** Data for review follows **

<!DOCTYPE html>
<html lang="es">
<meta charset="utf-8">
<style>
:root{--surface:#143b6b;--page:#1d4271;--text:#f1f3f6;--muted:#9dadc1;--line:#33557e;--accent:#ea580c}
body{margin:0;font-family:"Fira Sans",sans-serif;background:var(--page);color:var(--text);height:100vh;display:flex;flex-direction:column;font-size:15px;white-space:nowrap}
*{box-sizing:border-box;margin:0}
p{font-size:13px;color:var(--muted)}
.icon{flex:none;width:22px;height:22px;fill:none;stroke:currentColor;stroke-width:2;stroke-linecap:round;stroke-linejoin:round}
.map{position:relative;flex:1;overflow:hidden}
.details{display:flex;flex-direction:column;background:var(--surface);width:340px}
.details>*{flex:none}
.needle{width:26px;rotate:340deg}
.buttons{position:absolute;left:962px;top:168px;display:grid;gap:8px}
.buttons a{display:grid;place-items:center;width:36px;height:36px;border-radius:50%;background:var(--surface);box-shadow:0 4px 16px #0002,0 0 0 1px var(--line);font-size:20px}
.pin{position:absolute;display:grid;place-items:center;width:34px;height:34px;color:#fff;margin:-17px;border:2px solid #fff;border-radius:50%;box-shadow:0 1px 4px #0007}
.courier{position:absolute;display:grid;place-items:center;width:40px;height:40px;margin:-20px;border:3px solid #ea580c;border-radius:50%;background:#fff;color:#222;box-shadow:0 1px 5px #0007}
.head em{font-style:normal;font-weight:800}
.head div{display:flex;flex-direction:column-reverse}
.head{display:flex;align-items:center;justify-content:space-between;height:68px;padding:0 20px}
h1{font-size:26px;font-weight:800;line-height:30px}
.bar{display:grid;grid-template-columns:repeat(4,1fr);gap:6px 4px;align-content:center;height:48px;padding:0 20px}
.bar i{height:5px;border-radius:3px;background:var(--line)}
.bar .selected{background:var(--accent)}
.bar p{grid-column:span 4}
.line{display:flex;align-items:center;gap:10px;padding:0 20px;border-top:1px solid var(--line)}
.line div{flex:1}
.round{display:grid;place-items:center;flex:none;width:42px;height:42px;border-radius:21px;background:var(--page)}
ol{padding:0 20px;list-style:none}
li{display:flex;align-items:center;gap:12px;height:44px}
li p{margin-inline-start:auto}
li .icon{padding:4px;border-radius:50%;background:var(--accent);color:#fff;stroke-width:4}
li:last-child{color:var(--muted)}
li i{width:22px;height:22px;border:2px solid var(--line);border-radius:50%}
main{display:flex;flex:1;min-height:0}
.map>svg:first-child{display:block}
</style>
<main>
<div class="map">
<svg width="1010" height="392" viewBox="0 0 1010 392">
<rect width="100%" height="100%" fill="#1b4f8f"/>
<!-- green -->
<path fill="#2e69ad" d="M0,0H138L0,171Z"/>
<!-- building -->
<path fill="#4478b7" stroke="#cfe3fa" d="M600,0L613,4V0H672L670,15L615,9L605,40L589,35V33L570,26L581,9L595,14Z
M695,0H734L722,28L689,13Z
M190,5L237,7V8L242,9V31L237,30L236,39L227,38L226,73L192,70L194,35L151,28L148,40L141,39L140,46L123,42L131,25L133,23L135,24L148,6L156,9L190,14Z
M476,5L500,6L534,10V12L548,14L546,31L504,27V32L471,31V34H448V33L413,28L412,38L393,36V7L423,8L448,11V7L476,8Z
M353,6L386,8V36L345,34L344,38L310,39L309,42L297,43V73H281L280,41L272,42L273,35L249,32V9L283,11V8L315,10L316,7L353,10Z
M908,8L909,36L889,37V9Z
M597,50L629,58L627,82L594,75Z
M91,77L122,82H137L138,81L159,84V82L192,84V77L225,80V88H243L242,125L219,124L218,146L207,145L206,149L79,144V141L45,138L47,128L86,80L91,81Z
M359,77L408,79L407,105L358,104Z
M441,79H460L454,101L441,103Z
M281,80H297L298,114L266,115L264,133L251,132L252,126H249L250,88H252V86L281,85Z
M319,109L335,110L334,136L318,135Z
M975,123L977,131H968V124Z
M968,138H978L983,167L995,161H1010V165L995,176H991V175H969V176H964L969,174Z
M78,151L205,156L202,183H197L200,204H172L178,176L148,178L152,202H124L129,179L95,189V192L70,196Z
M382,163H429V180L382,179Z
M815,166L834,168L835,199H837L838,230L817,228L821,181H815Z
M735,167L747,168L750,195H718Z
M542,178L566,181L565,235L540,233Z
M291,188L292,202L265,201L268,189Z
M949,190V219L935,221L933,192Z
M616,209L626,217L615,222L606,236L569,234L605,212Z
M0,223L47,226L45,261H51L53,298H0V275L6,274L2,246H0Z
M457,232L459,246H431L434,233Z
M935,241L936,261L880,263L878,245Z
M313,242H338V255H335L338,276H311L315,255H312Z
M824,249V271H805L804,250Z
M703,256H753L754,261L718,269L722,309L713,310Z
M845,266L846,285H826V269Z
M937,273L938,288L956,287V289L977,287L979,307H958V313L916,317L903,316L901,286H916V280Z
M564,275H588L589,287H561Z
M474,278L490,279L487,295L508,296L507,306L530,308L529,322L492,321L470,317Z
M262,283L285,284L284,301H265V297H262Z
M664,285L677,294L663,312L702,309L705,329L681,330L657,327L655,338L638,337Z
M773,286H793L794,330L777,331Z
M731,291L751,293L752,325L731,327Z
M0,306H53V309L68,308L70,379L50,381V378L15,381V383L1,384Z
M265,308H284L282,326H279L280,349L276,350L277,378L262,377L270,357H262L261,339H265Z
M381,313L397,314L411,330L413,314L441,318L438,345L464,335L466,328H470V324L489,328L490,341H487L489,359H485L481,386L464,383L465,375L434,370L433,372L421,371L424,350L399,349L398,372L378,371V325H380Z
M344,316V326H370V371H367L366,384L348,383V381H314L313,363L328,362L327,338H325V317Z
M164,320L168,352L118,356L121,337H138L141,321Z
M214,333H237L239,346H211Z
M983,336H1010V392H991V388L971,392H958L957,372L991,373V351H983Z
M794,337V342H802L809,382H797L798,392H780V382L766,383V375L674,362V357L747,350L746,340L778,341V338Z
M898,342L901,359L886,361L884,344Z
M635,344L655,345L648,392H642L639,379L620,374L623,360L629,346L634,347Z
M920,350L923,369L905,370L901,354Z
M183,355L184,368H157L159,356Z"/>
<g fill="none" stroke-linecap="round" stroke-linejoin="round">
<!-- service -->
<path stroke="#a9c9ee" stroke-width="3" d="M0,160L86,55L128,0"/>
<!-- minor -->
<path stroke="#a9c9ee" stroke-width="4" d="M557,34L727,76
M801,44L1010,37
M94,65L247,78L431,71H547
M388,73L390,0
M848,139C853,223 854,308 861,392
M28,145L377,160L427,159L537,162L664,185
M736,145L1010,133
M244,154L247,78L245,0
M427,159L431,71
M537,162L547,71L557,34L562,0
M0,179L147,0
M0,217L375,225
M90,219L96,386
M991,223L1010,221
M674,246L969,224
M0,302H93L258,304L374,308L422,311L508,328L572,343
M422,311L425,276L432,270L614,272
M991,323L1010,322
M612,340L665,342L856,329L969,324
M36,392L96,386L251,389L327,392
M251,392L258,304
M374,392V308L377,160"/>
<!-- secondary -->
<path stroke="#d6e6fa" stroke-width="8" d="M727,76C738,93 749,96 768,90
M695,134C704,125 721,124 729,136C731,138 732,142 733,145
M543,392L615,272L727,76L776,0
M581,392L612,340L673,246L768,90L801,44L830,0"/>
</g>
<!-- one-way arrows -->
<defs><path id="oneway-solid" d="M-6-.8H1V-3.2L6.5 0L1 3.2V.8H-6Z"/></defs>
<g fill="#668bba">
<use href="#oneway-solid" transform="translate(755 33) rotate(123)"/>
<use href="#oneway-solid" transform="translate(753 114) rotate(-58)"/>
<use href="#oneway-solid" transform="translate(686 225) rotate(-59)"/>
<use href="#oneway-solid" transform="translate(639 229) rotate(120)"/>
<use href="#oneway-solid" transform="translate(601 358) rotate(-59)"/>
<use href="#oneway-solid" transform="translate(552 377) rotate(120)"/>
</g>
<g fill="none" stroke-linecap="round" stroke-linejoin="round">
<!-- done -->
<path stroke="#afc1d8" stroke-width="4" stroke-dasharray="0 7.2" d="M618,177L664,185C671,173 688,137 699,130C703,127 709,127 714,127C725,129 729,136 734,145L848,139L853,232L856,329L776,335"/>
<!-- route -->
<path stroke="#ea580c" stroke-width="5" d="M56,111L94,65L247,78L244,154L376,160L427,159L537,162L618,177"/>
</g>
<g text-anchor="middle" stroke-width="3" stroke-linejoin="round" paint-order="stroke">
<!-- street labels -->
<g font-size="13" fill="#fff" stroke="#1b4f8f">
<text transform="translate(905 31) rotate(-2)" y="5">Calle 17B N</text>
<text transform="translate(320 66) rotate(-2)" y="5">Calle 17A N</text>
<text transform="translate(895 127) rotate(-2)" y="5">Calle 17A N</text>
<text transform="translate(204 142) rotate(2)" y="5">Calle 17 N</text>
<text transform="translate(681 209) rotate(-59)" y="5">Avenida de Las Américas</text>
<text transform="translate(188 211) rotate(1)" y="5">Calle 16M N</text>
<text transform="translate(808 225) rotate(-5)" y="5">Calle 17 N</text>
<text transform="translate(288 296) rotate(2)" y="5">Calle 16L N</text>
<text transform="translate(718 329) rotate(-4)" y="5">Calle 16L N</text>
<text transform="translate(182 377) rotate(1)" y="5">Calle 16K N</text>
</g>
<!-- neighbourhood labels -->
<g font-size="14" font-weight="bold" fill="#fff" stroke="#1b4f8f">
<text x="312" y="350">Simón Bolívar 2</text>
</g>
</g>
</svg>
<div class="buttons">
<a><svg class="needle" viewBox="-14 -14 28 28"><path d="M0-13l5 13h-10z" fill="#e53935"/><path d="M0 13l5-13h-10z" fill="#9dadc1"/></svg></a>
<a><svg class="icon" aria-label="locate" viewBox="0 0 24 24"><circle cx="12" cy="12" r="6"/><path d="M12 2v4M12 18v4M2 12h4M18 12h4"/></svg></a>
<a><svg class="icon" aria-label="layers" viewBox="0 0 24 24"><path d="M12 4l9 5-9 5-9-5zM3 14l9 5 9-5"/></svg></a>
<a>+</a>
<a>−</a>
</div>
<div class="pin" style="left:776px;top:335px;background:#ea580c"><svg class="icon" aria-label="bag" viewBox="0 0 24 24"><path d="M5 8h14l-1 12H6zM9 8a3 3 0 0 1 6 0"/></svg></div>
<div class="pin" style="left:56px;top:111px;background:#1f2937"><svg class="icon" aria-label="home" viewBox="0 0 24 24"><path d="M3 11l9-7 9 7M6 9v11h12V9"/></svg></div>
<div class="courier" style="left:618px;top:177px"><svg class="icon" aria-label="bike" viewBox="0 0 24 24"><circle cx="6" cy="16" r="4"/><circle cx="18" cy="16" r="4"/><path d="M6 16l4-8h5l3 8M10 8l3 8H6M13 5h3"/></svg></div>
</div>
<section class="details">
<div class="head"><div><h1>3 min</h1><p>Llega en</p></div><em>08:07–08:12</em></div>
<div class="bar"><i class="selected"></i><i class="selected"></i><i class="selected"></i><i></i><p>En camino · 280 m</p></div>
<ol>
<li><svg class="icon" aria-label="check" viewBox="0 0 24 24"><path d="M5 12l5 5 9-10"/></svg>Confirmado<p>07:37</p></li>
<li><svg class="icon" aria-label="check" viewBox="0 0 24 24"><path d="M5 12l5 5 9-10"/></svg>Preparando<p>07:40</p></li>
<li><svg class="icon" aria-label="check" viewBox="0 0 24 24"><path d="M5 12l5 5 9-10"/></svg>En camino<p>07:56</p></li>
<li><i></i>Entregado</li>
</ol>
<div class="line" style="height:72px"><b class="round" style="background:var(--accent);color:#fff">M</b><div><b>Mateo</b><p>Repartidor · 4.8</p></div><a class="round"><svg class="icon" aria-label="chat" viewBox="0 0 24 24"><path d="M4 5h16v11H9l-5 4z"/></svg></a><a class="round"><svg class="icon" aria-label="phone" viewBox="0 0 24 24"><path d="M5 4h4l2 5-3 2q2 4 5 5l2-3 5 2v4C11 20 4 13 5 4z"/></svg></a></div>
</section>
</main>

** End of Data for review **

#### Problem:
Pull every line that holds the string "space" out of the records.

#### Worked solution:
body{margin:0;font-family:"Fira Sans",sans-serif;background:var(--page);color:var(--text);height:100vh;display:flex;flex-direction:column;font-size:15px;white-space:nowrap}
.head{display:flex;align-items:center;justify-content:space-between;height:68px;padding:0 20px}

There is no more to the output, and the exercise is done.